Given this survey, the present study introduces all of those combined effects to adjust the NOR coefficient in inhomogeneous Al_εGa_1−εAs elliptical semiconductor QR embedded in a GaAs matrix. Section 2 is dedicated to the theoretical framework and the tools needed to solve the 3D stationary Schrödinger equation. To this end, the NOR coefficient is considered within the density-matrix formalism. Section 3 presents the obtained results and their discussion. Finally, the novelties of this study are summarized in the concluding Section 4.

2. Theory

As shown in Figure 1, an elliptical GaAs QR embedded in an Al_εGa_1−εAs semiconductor matrix is considered here.

The QR is bonded in the in the x0y plane by two border limits. The outer, g, and inner, f, borders of the QR are defined as follows [26,27]:

$$\mathrm{g}\left(\mathrm{x},\mathrm{y},{\mathrm{R}}_{\mathrm{x}2},{\mathrm{R}}_{\mathrm{y}2}\right)={\left({\displaystyle \frac{\mathrm{x}}{{\mathrm{R}}_{\mathrm{x}2}}}\right)}^2+{\left({\displaystyle \frac{\mathrm{y}}{{\mathrm{R}}_{\mathrm{y}2}}}\right)}^2\le 1\le \mathrm{f}\left(\mathrm{x},\mathrm{y},{\mathrm{R}}_{\mathrm{x}1},{\mathrm{R}}_{\mathrm{y}1}\right)={\left({\displaystyle \frac{\mathrm{x}}{{\mathrm{R}}_{\mathrm{x}1}}}\right)}^2+{\left({\displaystyle \frac{\mathrm{y}}{{\mathrm{R}}_{\mathrm{y}1}}}\right)}^2,$$

(1)

where (R_x1, R_y1) and (R_x2, R_y2) are the semi-axes in the x- and y-directions of the inner and outer ellipses, respectively, which are given by

$${\mathrm{R}}_{\mathrm{x}2,\mathrm{y}2}={\mathrm{R}}_{\mathrm{x}1,\mathrm{y}1}+{\mathrm{w}}_{\mathrm{p}},$$

(2)

where w_p is the width of QR of the radial p profile. The radial profile can be taken as p = 1, p = 2, or p = ∞ corresponding to the triangular, parabolic, or square profile, respectively.

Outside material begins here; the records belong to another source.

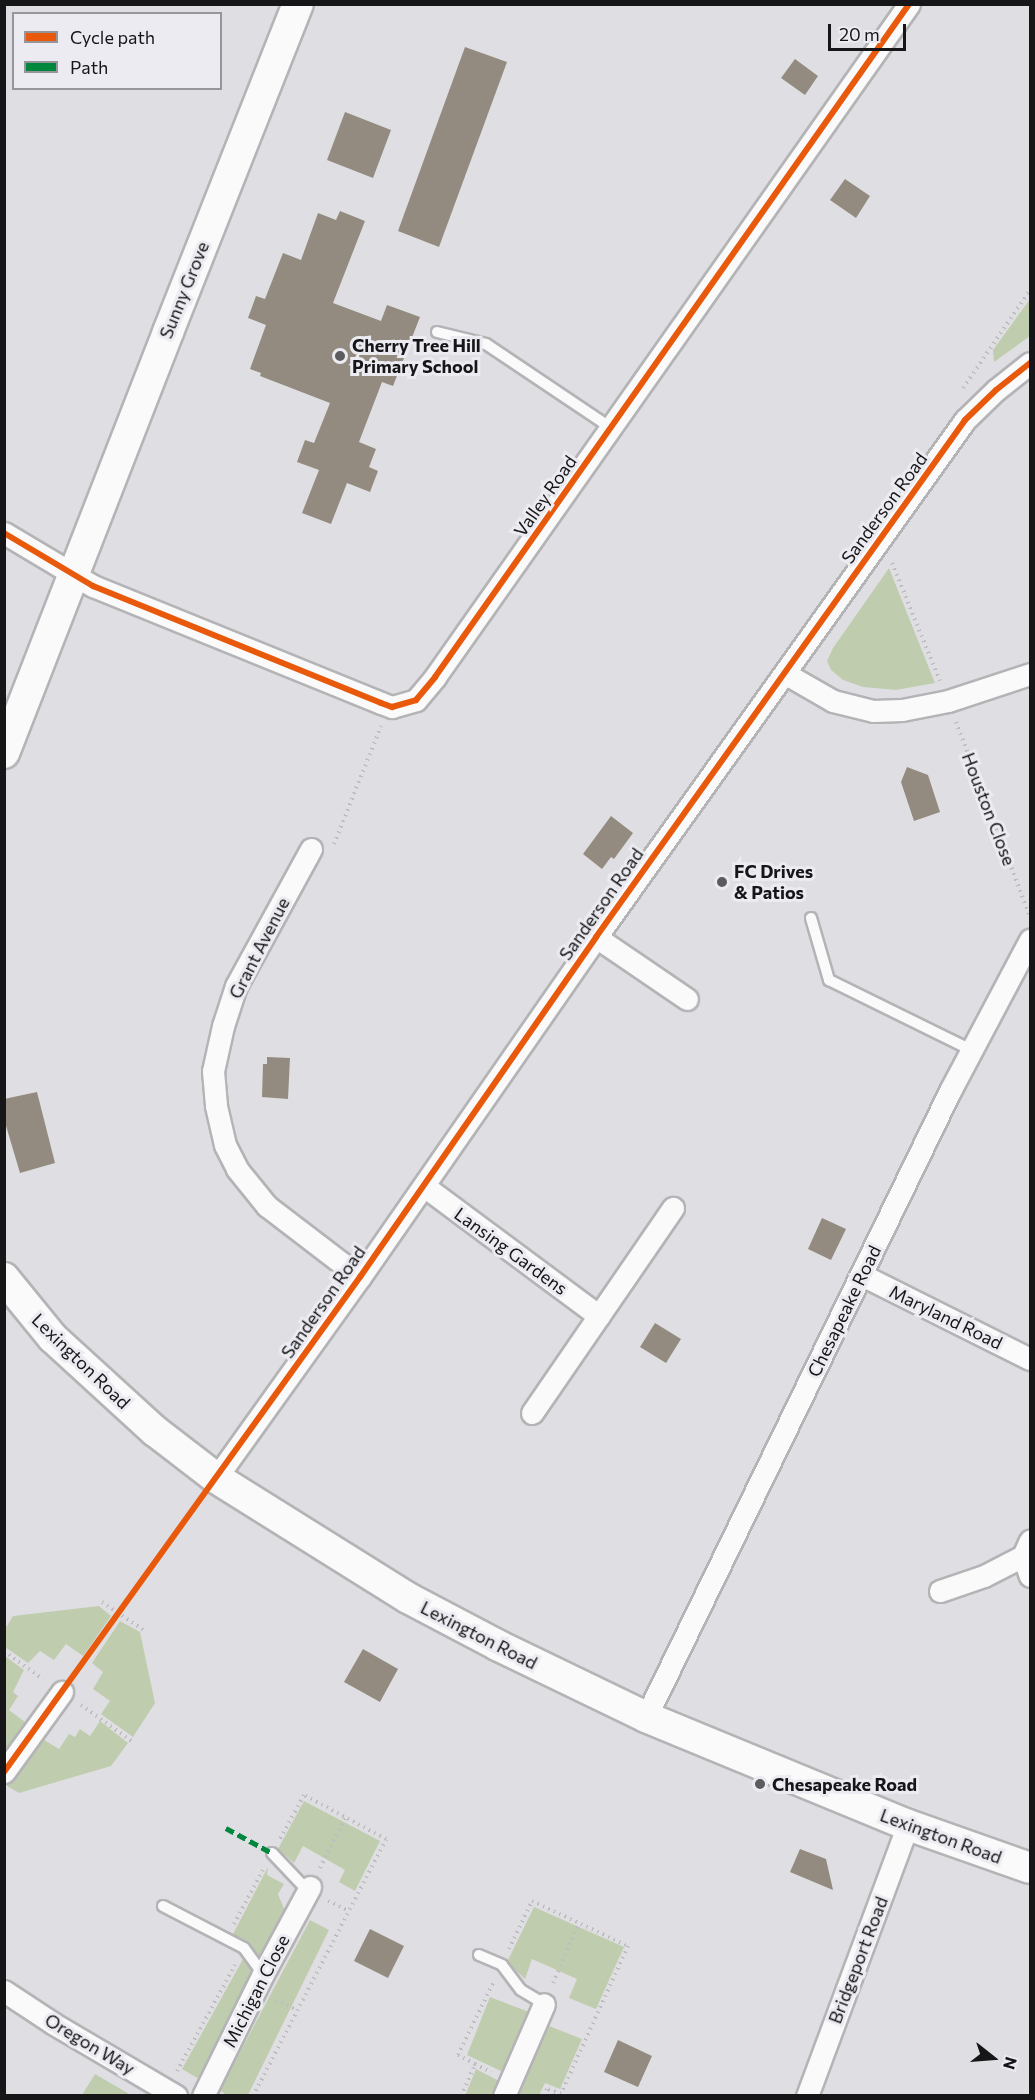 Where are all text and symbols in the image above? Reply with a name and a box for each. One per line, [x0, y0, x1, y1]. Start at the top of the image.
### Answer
legend [12, 12, 222, 90]
scale bar [831, 12, 909, 50]
text: 20 m [839, 23, 880, 45]
text: Cycle path [70, 26, 155, 48]
text: Path [70, 56, 108, 78]
street label: Sunny Grove [155, 238, 213, 342]
place label: Cherry Tree Hill Primary School [352, 335, 481, 378]
marker: Cherry Tree Hill Primary School [333, 349, 347, 363]
street label: Sanderson Road [837, 448, 931, 568]
street label: Valley Road [509, 451, 581, 541]
street label: Houston Close [958, 749, 1020, 869]
street label: Sanderson Road [554, 844, 648, 964]
place label: FC Drives & Patios [734, 861, 813, 904]
marker: FC Drives & Patios [715, 875, 729, 889]
street label: Grant Avenue [224, 894, 294, 1002]
street label: Lansing Gardens [450, 1203, 572, 1299]
street label: Sanderson Road [276, 1242, 370, 1362]
street label: Chesapeake Road [803, 1242, 885, 1380]
street label: Maryland Road [886, 1280, 1006, 1354]
street label: Lexington Road [28, 1309, 134, 1413]
street label: Lexington Road [417, 1596, 541, 1674]
place label: Chesapeake Road [772, 1773, 917, 1795]
marker: Chesapeake Road [753, 1777, 767, 1791]
street label: Lexington Road [877, 1804, 1005, 1868]
street label: Bridgeport Road [824, 1893, 892, 2027]
street label: Michigan Close [218, 1931, 294, 2051]
street label: Oregon Way [41, 2009, 139, 2079]
north arrow [963, 2028, 1023, 2088]
text: N [1000, 2055, 1022, 2072]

The height function (z(x, y)) of the QR along the z-direction is expressed by

$$\mathrm{z}\left(\mathrm{x},\mathrm{y}\right)=\mathrm{h}\left(\mathrm{x},\mathrm{y}\right)\left[1-{\left({\displaystyle \frac{\left|2-\frac{1}{\sqrt{\mathrm{g}}}-\frac{1}{\sqrt{\mathrm{f}}}\right|}{\frac{1}{\sqrt{\mathrm{g}}}-\frac{1}{\sqrt{\mathrm{f}}}}}\right)}^{\mathrm{p}}\right].,$$

(3)

$$\mathrm{h}\left(\mathrm{x},\mathrm{y}\right)=\mathrm{H}+\mathrm{A}\cos \left[\mathrm{n}\arccos \left({\displaystyle \frac{\mathrm{x}}{\sqrt{{\mathrm{x}}^2+{\mathrm{y}}^2}}}\right)\right]$$

(4)

is the angularly modulated height of the QR in the z-direction. The coefficients A, H, and n denote the harmonic modulation amplitude, the average height, and the number of hills connected to the QR system, respectively.

In the framework of the effective mass approximation and under an external electric field ($\overrightarrow{\mathrm{F}}$), as well as the temperature T and the pressure P effects, the time-independent Schrödinger equation in 3D is given by [32]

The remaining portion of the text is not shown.